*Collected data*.
····················
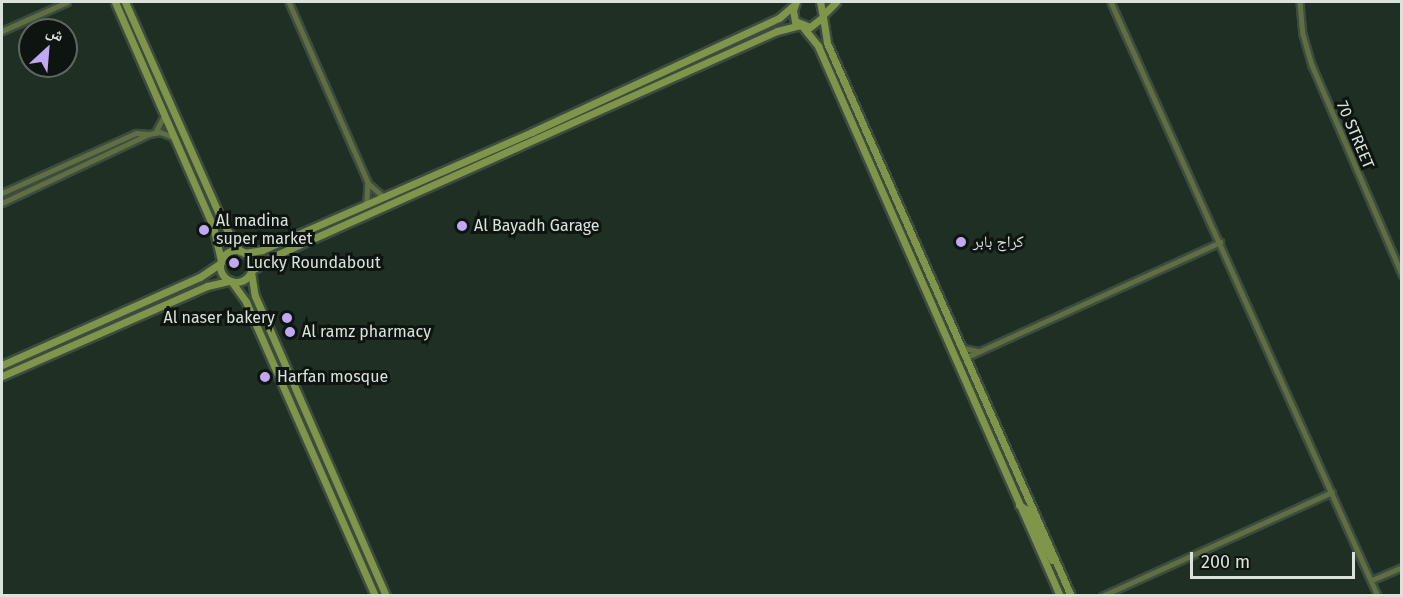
<!DOCTYPE html>
<html>
<head>
<meta charset="utf-8">
<style>
  body { margin:0 }
  #map { position:relative; width:1403px; height:597px; overflow:hidden; background:#1f2f23; font-family:"Fira Sans","Noto Naskh Arabic",sans-serif }
  div>[style] { position:absolute }
  .roads { filter:drop-shadow(2px 0 #3d4c40) drop-shadow(-2px 0 #3d4c40) drop-shadow(0 2px #3d4c40) drop-shadow(0 -2px #3d4c40) }
  .minor>* { height:4.5px; margin:-2.25px; padding:0 2.25px; transform-origin:2.25px; border-radius:2.25px; background:#606f41 }
  .secondary>* { height:7px; margin:-3.5px; padding:0 3.5px; transform-origin:3.5px; border-radius:3.5px; background:#7f9549 }
  .secondary>.ring { margin:-3.5px; padding:0; box-sizing:content-box; background:none; border:7px solid #7f9549; border-radius:50% }
  .dots>* { width:16px; height:16px; translate:-50% -50%; box-sizing:border-box; border:3px solid #0e1510; border-radius:50% }
  span { translate:-50% -50%; white-space:nowrap; text-align:center; line-height:1.15; -webkit-text-stroke:6px #0e1510; paint-order:stroke }
  .street-label { font-size:16px; color:#d9e3db }
  .poi-label { font-size:16px; color:#d9e3db }
  .left { translate:0 -50%; text-align:left }
  .right { translate:-100% -50%; text-align:right }
  .frame { position:absolute; inset:0; border:3px solid #d9e3db; pointer-events:none }
  .north { position:absolute; left:18px; top:18px; width:60px; height:60px; box-sizing:border-box; background:#0e1510; border:2px solid #5f6761; border-radius:50%; rotate:26deg; font-size:16px; font-weight:700; line-height:24px; text-align:center; color:#d9e3db }
  .north::after { content:''; display:block; margin:auto; width:21px; height:27px; background:#c0a8f3; clip-path:polygon(50% 0,100% 100%,50% 72%,0 100%) }
  .scale { position:absolute; left:1190px; top:552px; width:165px; height:27px; box-sizing:border-box; border:3px solid #d9e3db; border-top:0; padding-left:8px; font-size:18px; line-height:21px; white-space:nowrap; color:#d9e3db; -webkit-text-stroke:4px #0e1510; paint-order:stroke }
</style>
</head>
<body>
<div id="map">
  <div class="roads">
    <div class="minor">
      <i style="left:289px;top:2px;width:197px;rotate:66.3deg"></i>
      <i style="left:368px;top:182px;width:22px;rotate:93deg"></i>
      <i style="left:1111px;top:2px;width:651px;rotate:65.8deg"></i>
      <i style="left:1300px;top:2px;width:32px;rotate:85deg"></i>
      <i style="left:1303px;top:34px;width:32px;rotate:74deg"></i>
      <i style="left:1312px;top:65px;width:228px;rotate:66.7deg"></i>
      <i style="left:2px;top:31px;width:71px;rotate:-24deg"></i>
      <i style="left:156px;top:131px;width:17px;rotate:-62deg"></i>
      <i style="left:369px;top:184px;width:18px;rotate:41deg"></i>
      <i style="left:2px;top:193px;width:147px;rotate:-24.1deg"></i>
      <i style="left:136px;top:133px;width:13px;rotate:4deg"></i>
      <i style="left:2px;top:203px;width:162px;rotate:-25.1deg"></i>
      <i style="left:149px;top:134px;width:11px;rotate:-10deg"></i>
      <i style="left:160px;top:132px;width:15px;rotate:20deg"></i>
      <i style="left:963px;top:348px;width:16px;rotate:11deg"></i>
      <i style="left:967px;top:357px;width:278px;rotate:-24.4deg"></i>
      <i style="left:1372px;top:580px;width:33px;rotate:-23deg"></i>
      <i style="left:1102px;top:596px;width:252px;rotate:-24.3deg"></i>
    </div>
    <div class="secondary">
      <i style="left:115px;top:2px;width:244px;rotate:66.4deg"></i>
      <i style="left:213px;top:226px;width:36px;rotate:77deg"></i>
      <i style="left:125px;top:2px;width:242px;rotate:66.1deg"></i>
      <i style="left:223px;top:223px;width:33px;rotate:59deg"></i>
      <i style="left:796px;top:2px;width:9px;rotate:111deg"></i>
      <i style="left:793px;top:10px;width:11px;rotate:80deg"></i>
      <i style="left:795px;top:21px;width:16px;rotate:22deg"></i>
      <i style="left:810px;top:27px;width:16px;rotate:-38deg"></i>
      <i style="left:823px;top:17px;width:15px;rotate:-101deg"></i>
      <i style="left:824px;top:14px;width:17px;rotate:-45deg"></i>
      <i style="left:823px;top:17px;width:26px;rotate:81deg"></i>
      <i style="left:827px;top:43px;width:604px;rotate:66.19deg"></i>
      <i style="left:802px;top:26px;width:26px;rotate:51deg"></i>
      <i style="left:818px;top:46px;width:601px;rotate:66.25deg"></i>
      <i class="ring" style="left:220px;top:250px;width:25px;height:25px"></i>
      <i style="left:244px;top:253px;width:18px;rotate:-9deg"></i>
      <i style="left:262px;top:250px;width:295px;rotate:-23.6deg"></i>
      <i style="left:532px;top:132px;width:272px;rotate:-24.8deg"></i>
      <i style="left:779px;top:18px;width:18px;rotate:-41deg"></i>
      <i style="left:251px;top:271px;width:25px;rotate:-34deg"></i>
      <i style="left:272px;top:257px;width:553px;rotate:-24.11deg"></i>
      <i style="left:777px;top:31px;width:25px;rotate:-14deg"></i>
      <i style="left:251px;top:272px;width:24px;rotate:81deg"></i>
      <i style="left:255px;top:296px;width:327px;rotate:66.4deg"></i>
      <i style="left:231px;top:281px;width:26px;rotate:54deg"></i>
      <i style="left:246px;top:302px;width:321px;rotate:66.3deg"></i>
      <i style="left:2px;top:365px;width:217px;rotate:-24deg"></i>
      <i style="left:200px;top:277px;width:25px;rotate:-34deg"></i>
      <i style="left:2px;top:376px;width:224px;rotate:-23.7deg"></i>
      <i style="left:207px;top:286px;width:23px;rotate:-13deg"></i>
      <i style="left:1019px;top:505px;width:9px;rotate:32deg"></i>
      <i style="left:1027px;top:510px;width:56px;rotate:63.4deg"></i>
    </div>
  </div>
  <div class="dots">
    <i style="left:462px;top:226px;background:#c0a8f3"></i>
    <i style="left:204px;top:230px;background:#c0a8f3"></i>
    <i style="left:961px;top:242px;background:#c0a8f3"></i>
    <i style="left:234px;top:263px;background:#c0a8f3"></i>
    <i style="left:287px;top:318px;background:#c0a8f3"></i>
    <i style="left:290px;top:332px;background:#c0a8f3"></i>
    <i style="left:265px;top:377px;background:#c0a8f3"></i>
  </div>
  <div class="street-label">
    <span style="left:1355px;top:135px;rotate:67deg">70 STREET</span>
  </div>
  <div class="poi-label">
    <span class="left" style="left:216px;top:230px">Al madina<br>super market</span>
    <span class="left" style="left:474px;top:226px">Al Bayadh Garage</span>
    <span class="left" style="left:973px;top:242px">كراج بابر</span>
    <span class="left" style="left:246px;top:263px">Lucky Roundabout</span>
    <span class="right" style="left:275px;top:318px">Al naser bakery</span>
    <span class="left" style="left:302px;top:332px">Al ramz pharmacy</span>
    <span class="left" style="left:277px;top:377px">Harfan mosque</span>
  </div>
  <div class="frame"></div>
  <div class="north">ش</div>
  <div class="scale">200 m</div>
</div>
</body>
</html>
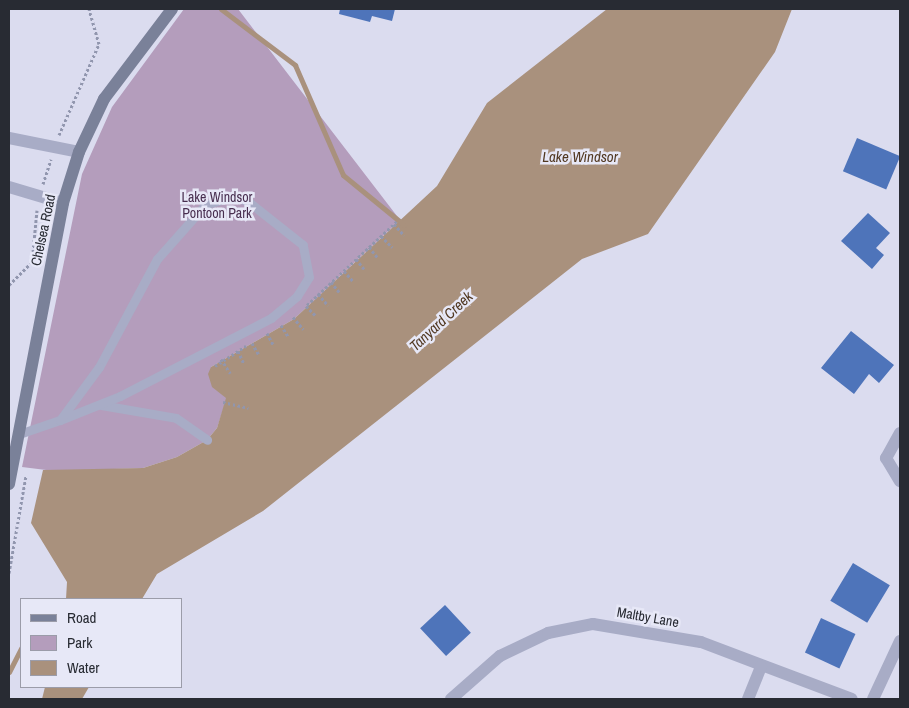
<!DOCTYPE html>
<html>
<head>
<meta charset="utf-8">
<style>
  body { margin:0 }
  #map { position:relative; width:909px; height:708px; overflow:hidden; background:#dbdcef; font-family:"Archivo Narrow",sans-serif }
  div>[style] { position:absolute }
  .green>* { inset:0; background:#b49dbc }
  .water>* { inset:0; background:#a9917d }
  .stream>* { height:5px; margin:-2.5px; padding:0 2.5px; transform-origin:2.5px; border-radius:2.5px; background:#a9917d }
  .building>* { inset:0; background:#4e74ba; transform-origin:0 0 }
  .path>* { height:3px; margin-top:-1.5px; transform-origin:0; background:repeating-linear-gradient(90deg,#9196ae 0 2.5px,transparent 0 5px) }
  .lane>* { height:9px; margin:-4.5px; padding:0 4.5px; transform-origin:4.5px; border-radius:4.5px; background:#a8acc6 }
  .street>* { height:12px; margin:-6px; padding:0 6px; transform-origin:6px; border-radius:6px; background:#a8acc6 }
  .secondary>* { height:12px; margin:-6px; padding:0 6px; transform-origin:6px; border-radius:6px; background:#7a8199 }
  span { translate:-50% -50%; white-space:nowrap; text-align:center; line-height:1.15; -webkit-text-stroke:5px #e7e8f7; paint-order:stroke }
  .park-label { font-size:14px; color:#482e4f }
  .street-label { font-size:14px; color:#282b33 }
  .water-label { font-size:15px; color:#513821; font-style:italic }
  .frame { position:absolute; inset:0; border:10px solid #282b33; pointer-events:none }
  .legend { position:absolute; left:20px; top:598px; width:162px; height:90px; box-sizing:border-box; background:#e7e8f7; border:1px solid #9b9ca9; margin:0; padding:6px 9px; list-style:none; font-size:15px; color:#282b33 }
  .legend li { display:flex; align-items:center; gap:10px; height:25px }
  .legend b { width:25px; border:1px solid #9b9ca9 }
</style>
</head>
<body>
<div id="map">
  <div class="green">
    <div style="clip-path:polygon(184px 9px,238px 9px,400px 220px,294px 319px,211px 367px,227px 398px,217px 428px,207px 440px,177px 457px,143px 468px,54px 471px,22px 467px,82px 174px,112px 107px)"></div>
  </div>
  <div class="water">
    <div style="clip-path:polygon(607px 9px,792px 9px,775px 52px,648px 234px,582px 259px,263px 511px,157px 574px,142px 599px,66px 599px,67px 582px,31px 523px,43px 470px,143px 468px,177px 457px,207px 440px,217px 428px,226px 398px,212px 387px,208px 374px,211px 367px,294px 319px,437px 186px,487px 103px)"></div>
    <div style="clip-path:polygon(45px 687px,89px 687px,82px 699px,42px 699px)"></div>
  </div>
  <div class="stream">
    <div style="left:221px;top:9px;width:93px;rotate:37.1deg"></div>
    <div style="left:295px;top:65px;width:120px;rotate:66.4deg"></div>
    <div style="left:343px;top:175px;width:79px;rotate:39.3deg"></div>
    <div style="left:9px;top:672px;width:27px;rotate:-63deg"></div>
  </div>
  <div class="building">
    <div style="clip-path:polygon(340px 9px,395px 9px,392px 21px,372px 16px,370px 22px,339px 14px)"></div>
    <div style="left:857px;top:138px;width:47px;height:36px;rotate:23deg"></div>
    <div style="clip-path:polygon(868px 213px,890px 233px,876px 248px,884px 255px,872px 269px,841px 241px)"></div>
    <div style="clip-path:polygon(851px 331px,894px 365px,879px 383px,869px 374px,854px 394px,821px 368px)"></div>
    <div style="left:853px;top:563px;width:43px;height:44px;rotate:31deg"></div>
    <div style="left:445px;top:605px;width:38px;height:34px;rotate:47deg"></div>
    <div style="left:821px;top:618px;width:38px;height:38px;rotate:25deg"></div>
  </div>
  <div class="path">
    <div style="left:59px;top:135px;width:99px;rotate:-66.3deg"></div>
    <div style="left:99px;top:44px;width:36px;rotate:-106deg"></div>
    <div style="left:43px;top:184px;width:26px;rotate:-72deg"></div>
    <div style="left:394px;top:224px;width:15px;rotate:48deg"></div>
    <div style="left:381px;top:236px;width:16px;rotate:45deg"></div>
    <div style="left:369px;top:247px;width:14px;rotate:51deg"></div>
    <div style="left:356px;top:259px;width:14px;rotate:51deg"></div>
    <div style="left:344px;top:271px;width:13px;rotate:48deg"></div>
    <div style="left:331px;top:282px;width:14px;rotate:51deg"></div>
    <div style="left:9px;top:285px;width:33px;rotate:-45deg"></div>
    <div style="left:32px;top:262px;width:52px;rotate:-84.5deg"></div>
    <div style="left:318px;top:294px;width:15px;rotate:48deg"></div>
    <div style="left:307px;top:305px;width:125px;rotate:-43deg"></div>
    <div style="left:306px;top:306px;width:14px;rotate:45deg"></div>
    <div style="left:293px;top:317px;width:16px;rotate:50deg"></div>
    <div style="left:281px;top:325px;width:15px;rotate:58deg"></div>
    <div style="left:267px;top:333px;width:15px;rotate:62deg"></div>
    <div style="left:252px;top:343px;width:14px;rotate:60deg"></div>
    <div style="left:238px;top:351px;width:14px;rotate:65deg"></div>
    <div style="left:221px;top:359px;width:17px;rotate:57deg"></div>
    <div style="left:215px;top:366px;width:37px;rotate:-33deg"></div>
    <div style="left:223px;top:402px;width:26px;rotate:13deg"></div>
    <div style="left:9px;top:573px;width:98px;rotate:-80.1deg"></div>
  </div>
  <div class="lane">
    <div style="left:101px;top:405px;width:76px;rotate:9.8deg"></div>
    <div style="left:176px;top:418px;width:38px;rotate:35deg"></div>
    <div style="left:19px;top:434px;width:43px;rotate:-18.9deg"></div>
    <div style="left:60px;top:420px;width:65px;rotate:-21.8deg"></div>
    <div style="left:120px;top:396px;width:170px;rotate:-27.3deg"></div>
    <div style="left:271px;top:318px;width:34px;rotate:-40deg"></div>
    <div style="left:297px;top:296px;width:22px;rotate:-58deg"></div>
    <div style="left:309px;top:277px;width:33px;rotate:-101deg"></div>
    <div style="left:303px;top:245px;width:69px;rotate:-141.5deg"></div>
    <div style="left:249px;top:202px;width:16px;rotate:-158deg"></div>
    <div style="left:234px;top:196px;width:30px;rotate:163deg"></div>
    <div style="left:205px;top:205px;width:72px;rotate:131.6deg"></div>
    <div style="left:157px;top:259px;width:123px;rotate:118.2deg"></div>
    <div style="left:99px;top:367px;width:66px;rotate:126.3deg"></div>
  </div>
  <div class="street">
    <div style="left:9px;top:138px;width:71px;rotate:11.3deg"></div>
    <div style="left:9px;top:187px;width:56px;rotate:16.5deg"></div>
    <div style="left:900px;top:433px;width:29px;rotate:119deg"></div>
    <div style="left:886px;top:458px;width:27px;rotate:59deg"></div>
    <div style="left:451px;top:699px;width:65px;rotate:-41.3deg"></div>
    <div style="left:500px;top:656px;width:53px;rotate:-25.6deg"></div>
    <div style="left:548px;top:633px;width:46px;rotate:-11.3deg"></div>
    <div style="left:593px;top:624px;width:109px;rotate:9.5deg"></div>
    <div style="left:701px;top:642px;width:161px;rotate:20.7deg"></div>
    <div style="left:748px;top:699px;width:35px;rotate:-68deg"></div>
    <div style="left:873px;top:699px;width:64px;rotate:-65deg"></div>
  </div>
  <div class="secondary">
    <div style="left:9px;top:484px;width:286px;rotate:-79.1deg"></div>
    <div style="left:63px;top:203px;width:53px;rotate:-72.6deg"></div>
    <div style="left:79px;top:152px;width:59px;rotate:-64.7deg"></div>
    <div style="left:104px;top:99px;width:113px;rotate:-52.9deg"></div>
  </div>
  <div class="park-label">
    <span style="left:217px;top:205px">Lake Windsor<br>Pontoon Park</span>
  </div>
  <div class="street-label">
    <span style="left:43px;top:230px;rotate:-78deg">Chelsea Road</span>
    <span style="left:648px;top:617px;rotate:10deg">Maltby Lane</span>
  </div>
  <div class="water-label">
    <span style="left:580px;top:157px">Lake Windsor</span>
    <span style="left:441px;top:321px;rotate:-43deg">Tanyard Creek</span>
  </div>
  <div class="frame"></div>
  <ul class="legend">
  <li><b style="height:6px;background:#7a8199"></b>Road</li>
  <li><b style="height:14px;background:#b49dbc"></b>Park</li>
  <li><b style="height:14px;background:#a9917d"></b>Water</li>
  </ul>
</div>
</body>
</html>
····················
The required answer is each line of the data in which the word "stream" appears.

*Answer to this problem*.
  .stream>* { height:5px; margin:-2.5px; padding:0 2.5px; transform-origin:2.5px; border-radius:2.5px; background:#a9917d }
  <div class="stream">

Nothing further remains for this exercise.